━━━━━ Material provided ━━━━━

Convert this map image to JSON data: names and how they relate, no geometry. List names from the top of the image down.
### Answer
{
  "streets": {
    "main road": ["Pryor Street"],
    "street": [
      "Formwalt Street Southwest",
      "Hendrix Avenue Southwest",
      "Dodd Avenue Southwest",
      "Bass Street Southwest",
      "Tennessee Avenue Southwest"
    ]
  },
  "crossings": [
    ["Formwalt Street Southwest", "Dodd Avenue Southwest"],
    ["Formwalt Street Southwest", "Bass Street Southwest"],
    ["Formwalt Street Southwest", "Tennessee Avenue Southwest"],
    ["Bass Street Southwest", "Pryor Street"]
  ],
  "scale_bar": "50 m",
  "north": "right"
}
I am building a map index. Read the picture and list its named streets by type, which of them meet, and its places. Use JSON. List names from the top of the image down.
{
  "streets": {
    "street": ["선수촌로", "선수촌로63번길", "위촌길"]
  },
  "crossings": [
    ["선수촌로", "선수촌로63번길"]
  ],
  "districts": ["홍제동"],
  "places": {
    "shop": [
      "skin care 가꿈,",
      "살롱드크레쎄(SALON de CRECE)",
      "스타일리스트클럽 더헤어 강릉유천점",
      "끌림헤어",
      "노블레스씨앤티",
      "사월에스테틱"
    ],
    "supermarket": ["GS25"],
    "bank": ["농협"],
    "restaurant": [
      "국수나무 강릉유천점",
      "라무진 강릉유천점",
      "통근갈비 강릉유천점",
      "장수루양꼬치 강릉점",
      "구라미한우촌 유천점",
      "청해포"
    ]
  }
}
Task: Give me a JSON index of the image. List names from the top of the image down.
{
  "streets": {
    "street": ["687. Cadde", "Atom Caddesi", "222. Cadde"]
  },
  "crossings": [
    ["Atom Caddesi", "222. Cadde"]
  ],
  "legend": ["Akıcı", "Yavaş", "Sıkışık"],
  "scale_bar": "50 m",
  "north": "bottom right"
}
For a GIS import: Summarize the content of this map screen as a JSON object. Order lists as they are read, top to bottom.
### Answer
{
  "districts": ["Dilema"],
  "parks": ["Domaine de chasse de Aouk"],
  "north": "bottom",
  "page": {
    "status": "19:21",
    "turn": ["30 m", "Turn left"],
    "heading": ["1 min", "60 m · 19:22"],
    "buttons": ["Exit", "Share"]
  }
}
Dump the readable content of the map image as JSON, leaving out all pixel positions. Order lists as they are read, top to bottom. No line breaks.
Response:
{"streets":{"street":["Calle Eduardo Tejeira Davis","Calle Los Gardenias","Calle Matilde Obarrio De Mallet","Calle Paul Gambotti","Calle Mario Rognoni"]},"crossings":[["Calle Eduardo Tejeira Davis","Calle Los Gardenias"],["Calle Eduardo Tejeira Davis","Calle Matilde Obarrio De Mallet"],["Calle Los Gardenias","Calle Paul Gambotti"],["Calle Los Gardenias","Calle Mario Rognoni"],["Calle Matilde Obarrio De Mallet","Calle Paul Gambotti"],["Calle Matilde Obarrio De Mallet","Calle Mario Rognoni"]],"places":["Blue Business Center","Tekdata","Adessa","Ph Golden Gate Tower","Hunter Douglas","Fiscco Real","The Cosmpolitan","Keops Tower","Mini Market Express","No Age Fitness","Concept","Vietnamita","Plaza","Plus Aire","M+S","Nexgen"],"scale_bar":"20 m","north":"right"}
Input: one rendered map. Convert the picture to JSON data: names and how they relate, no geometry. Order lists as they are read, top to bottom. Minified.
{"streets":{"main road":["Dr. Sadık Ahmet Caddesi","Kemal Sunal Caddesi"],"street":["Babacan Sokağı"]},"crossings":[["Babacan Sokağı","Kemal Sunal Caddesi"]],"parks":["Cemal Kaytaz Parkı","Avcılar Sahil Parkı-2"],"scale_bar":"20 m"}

━━━━━

(Task statement):
Could you repeat every record above exactly as it stands?

(Finished task):
Convert this map image to JSON data: names and how they relate, no geometry. List names from the top of the image down.
### Answer
{
  "streets": {
    "main road": ["Pryor Street"],
    "street": [
      "Formwalt Street Southwest",
      "Hendrix Avenue Southwest",
      "Dodd Avenue Southwest",
      "Bass Street Southwest",
      "Tennessee Avenue Southwest"
    ]
  },
  "crossings": [
    ["Formwalt Street Southwest", "Dodd Avenue Southwest"],
    ["Formwalt Street Southwest", "Bass Street Southwest"],
    ["Formwalt Street Southwest", "Tennessee Avenue Southwest"],
    ["Bass Street Southwest", "Pryor Street"]
  ],
  "scale_bar": "50 m",
  "north": "right"
}
I am building a map index. Read the picture and list its named streets by type, which of them meet, and its places. Use JSON. List names from the top of the image down.
{
  "streets": {
    "street": ["선수촌로", "선수촌로63번길", "위촌길"]
  },
  "crossings": [
    ["선수촌로", "선수촌로63번길"]
  ],
  "districts": ["홍제동"],
  "places": {
    "shop": [
      "skin care 가꿈,",
      "살롱드크레쎄(SALON de CRECE)",
      "스타일리스트클럽 더헤어 강릉유천점",
      "끌림헤어",
      "노블레스씨앤티",
      "사월에스테틱"
    ],
    "supermarket": ["GS25"],
    "bank": ["농협"],
    "restaurant": [
      "국수나무 강릉유천점",
      "라무진 강릉유천점",
      "통근갈비 강릉유천점",
      "장수루양꼬치 강릉점",
      "구라미한우촌 유천점",
      "청해포"
    ]
  }
}
Task: Give me a JSON index of the image. List names from the top of the image down.
{
  "streets": {
    "street": ["687. Cadde", "Atom Caddesi", "222. Cadde"]
  },
  "crossings": [
    ["Atom Caddesi", "222. Cadde"]
  ],
  "legend": ["Akıcı", "Yavaş", "Sıkışık"],
  "scale_bar": "50 m",
  "north": "bottom right"
}
For a GIS import: Summarize the content of this map screen as a JSON object. Order lists as they are read, top to bottom.
### Answer
{
  "districts": ["Dilema"],
  "parks": ["Domaine de chasse de Aouk"],
  "north": "bottom",
  "page": {
    "status": "19:21",
    "turn": ["30 m", "Turn left"],
    "heading": ["1 min", "60 m · 19:22"],
    "buttons": ["Exit", "Share"]
  }
}
Dump the readable content of the map image as JSON, leaving out all pixel positions. Order lists as they are read, top to bottom. No line breaks.
Response:
{"streets":{"street":["Calle Eduardo Tejeira Davis","Calle Los Gardenias","Calle Matilde Obarrio De Mallet","Calle Paul Gambotti","Calle Mario Rognoni"]},"crossings":[["Calle Eduardo Tejeira Davis","Calle Los Gardenias"],["Calle Eduardo Tejeira Davis","Calle Matilde Obarrio De Mallet"],["Calle Los Gardenias","Calle Paul Gambotti"],["Calle Los Gardenias","Calle Mario Rognoni"],["Calle Matilde Obarrio De Mallet","Calle Paul Gambotti"],["Calle Matilde Obarrio De Mallet","Calle Mario Rognoni"]],"places":["Blue Business Center","Tekdata","Adessa","Ph Golden Gate Tower","Hunter Douglas","Fiscco Real","The Cosmpolitan","Keops Tower","Mini Market Express","No Age Fitness","Concept","Vietnamita","Plaza","Plus Aire","M+S","Nexgen"],"scale_bar":"20 m","north":"right"}
Input: one rendered map. Convert the picture to JSON data: names and how they relate, no geometry. Order lists as they are read, top to bottom. Minified.
{"streets":{"main road":["Dr. Sadık Ahmet Caddesi","Kemal Sunal Caddesi"],"street":["Babacan Sokağı"]},"crossings":[["Babacan Sokağı","Kemal Sunal Caddesi"]],"parks":["Cemal Kaytaz Parkı","Avcılar Sahil Parkı-2"],"scale_bar":"20 m"}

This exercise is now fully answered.